(Stored records)
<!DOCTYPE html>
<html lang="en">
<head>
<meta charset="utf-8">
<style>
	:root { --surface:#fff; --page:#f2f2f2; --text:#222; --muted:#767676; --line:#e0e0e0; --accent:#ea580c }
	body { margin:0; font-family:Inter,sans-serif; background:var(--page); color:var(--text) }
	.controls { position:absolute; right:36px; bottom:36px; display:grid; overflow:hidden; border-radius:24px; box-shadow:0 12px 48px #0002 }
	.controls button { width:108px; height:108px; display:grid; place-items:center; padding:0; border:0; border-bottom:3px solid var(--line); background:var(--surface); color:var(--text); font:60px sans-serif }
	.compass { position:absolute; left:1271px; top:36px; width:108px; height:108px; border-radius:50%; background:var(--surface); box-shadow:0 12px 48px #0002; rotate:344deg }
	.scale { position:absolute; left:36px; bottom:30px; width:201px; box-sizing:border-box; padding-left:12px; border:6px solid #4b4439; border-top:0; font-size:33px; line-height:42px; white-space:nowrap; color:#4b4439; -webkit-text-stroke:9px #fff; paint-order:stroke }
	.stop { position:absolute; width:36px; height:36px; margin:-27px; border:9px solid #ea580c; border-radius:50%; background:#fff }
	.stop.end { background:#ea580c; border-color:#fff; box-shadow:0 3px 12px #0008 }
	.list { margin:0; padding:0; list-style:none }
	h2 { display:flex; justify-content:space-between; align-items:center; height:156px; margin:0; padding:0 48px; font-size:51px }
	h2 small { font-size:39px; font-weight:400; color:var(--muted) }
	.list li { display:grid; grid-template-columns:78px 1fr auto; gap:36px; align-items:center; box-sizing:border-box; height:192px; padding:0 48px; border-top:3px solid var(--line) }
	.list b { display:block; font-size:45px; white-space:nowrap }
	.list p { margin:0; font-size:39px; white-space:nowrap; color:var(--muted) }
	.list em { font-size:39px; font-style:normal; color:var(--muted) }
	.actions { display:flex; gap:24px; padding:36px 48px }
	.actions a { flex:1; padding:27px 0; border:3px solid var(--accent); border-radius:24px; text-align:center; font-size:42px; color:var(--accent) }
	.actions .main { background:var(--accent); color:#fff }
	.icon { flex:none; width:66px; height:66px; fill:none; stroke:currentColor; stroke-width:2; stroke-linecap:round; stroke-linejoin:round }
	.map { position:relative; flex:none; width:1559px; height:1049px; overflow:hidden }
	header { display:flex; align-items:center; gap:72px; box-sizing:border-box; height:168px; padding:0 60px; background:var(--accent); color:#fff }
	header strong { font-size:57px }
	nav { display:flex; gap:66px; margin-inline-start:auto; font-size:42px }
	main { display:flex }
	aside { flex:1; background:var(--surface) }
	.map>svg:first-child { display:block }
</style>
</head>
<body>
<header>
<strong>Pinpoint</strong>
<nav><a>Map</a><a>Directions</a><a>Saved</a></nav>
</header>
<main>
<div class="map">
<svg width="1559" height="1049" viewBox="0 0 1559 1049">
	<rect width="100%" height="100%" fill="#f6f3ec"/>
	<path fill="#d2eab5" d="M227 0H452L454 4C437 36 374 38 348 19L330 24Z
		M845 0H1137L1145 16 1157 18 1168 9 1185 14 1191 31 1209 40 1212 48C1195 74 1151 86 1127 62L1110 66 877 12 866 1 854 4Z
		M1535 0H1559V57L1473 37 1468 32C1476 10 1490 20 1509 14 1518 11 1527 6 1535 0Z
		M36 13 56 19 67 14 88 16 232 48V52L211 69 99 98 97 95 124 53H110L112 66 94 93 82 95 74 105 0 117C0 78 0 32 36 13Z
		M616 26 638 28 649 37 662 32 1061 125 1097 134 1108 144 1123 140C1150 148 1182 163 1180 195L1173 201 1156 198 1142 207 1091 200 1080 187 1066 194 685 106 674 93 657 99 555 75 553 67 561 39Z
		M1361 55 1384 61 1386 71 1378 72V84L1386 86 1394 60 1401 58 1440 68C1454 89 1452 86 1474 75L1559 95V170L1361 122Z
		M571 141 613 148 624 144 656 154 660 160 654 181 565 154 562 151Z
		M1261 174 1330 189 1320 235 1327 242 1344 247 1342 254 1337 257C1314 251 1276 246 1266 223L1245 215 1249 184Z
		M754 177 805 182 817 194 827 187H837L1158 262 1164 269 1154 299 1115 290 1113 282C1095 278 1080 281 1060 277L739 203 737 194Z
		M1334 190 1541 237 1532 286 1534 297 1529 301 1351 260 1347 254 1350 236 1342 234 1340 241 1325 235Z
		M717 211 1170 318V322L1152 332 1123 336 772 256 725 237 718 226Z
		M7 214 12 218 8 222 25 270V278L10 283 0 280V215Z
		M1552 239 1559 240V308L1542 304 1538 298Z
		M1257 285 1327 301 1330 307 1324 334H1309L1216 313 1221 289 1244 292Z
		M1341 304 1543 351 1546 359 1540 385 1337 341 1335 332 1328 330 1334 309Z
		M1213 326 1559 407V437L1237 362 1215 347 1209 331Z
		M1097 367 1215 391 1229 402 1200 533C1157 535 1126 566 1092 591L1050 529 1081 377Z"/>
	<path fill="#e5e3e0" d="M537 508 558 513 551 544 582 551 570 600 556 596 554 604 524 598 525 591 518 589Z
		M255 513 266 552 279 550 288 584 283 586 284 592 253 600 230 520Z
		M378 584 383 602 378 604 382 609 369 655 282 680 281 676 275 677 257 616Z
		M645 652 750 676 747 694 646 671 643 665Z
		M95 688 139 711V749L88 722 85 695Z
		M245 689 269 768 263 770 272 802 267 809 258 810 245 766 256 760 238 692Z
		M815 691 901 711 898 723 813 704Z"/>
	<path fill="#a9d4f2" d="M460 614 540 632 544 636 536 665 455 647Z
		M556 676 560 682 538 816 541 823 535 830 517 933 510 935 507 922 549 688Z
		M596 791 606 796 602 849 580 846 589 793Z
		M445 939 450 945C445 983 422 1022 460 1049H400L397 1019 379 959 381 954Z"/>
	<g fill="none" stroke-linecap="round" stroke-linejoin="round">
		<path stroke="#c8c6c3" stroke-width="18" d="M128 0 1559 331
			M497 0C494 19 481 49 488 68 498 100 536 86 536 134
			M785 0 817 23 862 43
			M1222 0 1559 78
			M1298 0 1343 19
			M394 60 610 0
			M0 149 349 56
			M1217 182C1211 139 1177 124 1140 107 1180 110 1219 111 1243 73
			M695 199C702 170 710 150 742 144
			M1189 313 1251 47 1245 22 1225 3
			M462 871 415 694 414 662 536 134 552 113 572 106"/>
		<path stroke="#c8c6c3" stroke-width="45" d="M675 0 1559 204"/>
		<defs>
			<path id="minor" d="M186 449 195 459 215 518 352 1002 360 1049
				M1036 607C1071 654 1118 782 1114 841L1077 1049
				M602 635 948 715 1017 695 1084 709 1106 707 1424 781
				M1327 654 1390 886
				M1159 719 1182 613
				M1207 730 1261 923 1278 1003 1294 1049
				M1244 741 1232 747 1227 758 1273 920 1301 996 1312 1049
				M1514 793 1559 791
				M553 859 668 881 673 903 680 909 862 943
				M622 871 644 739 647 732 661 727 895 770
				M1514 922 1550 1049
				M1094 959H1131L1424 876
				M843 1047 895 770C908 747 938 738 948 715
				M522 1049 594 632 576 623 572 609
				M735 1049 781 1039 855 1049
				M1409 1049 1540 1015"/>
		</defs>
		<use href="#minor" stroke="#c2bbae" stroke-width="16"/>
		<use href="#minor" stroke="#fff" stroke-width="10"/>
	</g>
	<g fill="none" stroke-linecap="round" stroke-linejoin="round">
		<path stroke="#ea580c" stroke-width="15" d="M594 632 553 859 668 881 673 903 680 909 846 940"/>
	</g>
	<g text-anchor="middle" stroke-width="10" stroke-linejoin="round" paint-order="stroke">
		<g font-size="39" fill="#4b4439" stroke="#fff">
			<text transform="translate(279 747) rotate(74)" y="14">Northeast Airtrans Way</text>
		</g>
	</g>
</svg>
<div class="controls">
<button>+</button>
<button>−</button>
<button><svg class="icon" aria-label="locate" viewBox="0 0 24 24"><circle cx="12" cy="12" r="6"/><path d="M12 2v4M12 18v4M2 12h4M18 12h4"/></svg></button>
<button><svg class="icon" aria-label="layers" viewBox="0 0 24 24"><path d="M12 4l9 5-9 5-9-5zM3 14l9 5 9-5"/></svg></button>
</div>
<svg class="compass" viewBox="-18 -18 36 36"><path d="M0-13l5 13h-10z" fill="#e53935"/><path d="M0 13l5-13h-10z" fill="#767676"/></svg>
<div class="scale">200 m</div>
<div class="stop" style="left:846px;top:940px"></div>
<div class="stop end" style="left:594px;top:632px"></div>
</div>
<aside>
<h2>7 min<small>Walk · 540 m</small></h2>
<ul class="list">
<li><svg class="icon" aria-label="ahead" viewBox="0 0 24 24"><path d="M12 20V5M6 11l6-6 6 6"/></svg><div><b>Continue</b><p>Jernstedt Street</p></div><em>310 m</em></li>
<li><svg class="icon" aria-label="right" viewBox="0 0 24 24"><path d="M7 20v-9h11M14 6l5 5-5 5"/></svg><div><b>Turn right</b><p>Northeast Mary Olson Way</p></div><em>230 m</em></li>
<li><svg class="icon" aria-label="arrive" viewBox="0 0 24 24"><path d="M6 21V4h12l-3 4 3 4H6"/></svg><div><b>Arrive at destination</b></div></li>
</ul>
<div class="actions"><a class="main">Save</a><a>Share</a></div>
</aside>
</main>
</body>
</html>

→ **Aim of the task**: Every line of the entries above that includes "href" should be copied.

→ **Written response**:
		<use href="#minor" stroke="#c2bbae" stroke-width="16"/>
		<use href="#minor" stroke="#fff" stroke-width="10"/>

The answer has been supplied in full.